* TASK DETAILS: Copy everything in the listing below word for word, apart from any images.

* SUPPLIED DATA:
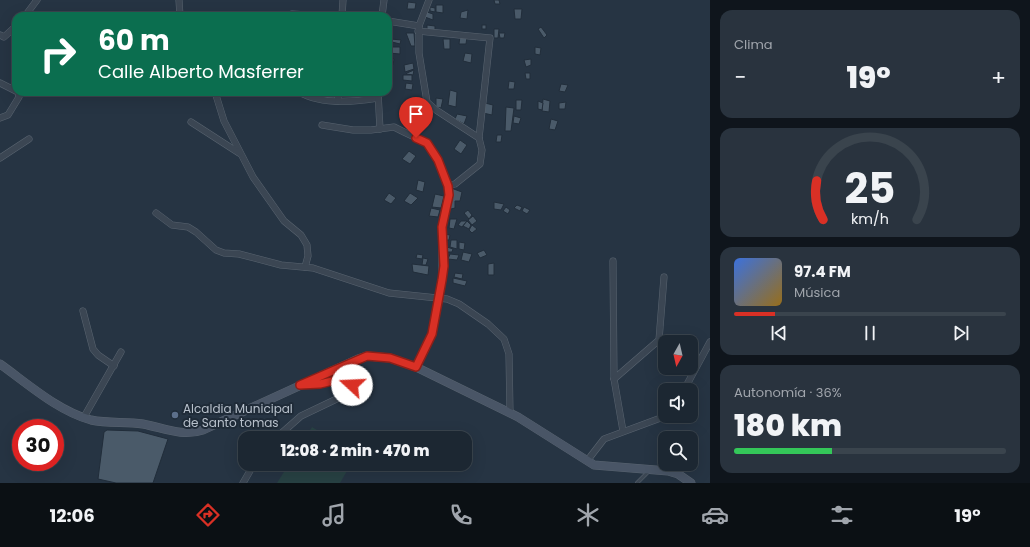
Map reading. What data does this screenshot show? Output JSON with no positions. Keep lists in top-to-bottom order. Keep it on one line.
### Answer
{"places":["Alcaldia Municipal de Santo tomas"],"north":"bottom","page":{"tile":["Clima",["Autonomía · 36%","180 km"]],"turn":["60 m","Calle Alberto Masferrer"],"heat":["−","19°","+"],"song":["97.4 FM","Música"],"limit":"30","trip":"12:08 · 2 min · 470 m","tabs":["12:06","19°"],"gauge":["25","km/h"]}}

* RESPONSE TO THE EXERCISE:
Map reading. What data does this screenshot show? Output JSON with no positions. Keep lists in top-to-bottom order. Keep it on one line.
### Answer
{"places":["Alcaldia Municipal de Santo tomas"],"north":"bottom","page":{"tile":["Clima",["Autonomía · 36%","180 km"]],"turn":["60 m","Calle Alberto Masferrer"],"heat":["−","19°","+"],"song":["97.4 FM","Música"],"limit":"30","trip":"12:08 · 2 min · 470 m","tabs":["12:06","19°"],"gauge":["25","km/h"]}}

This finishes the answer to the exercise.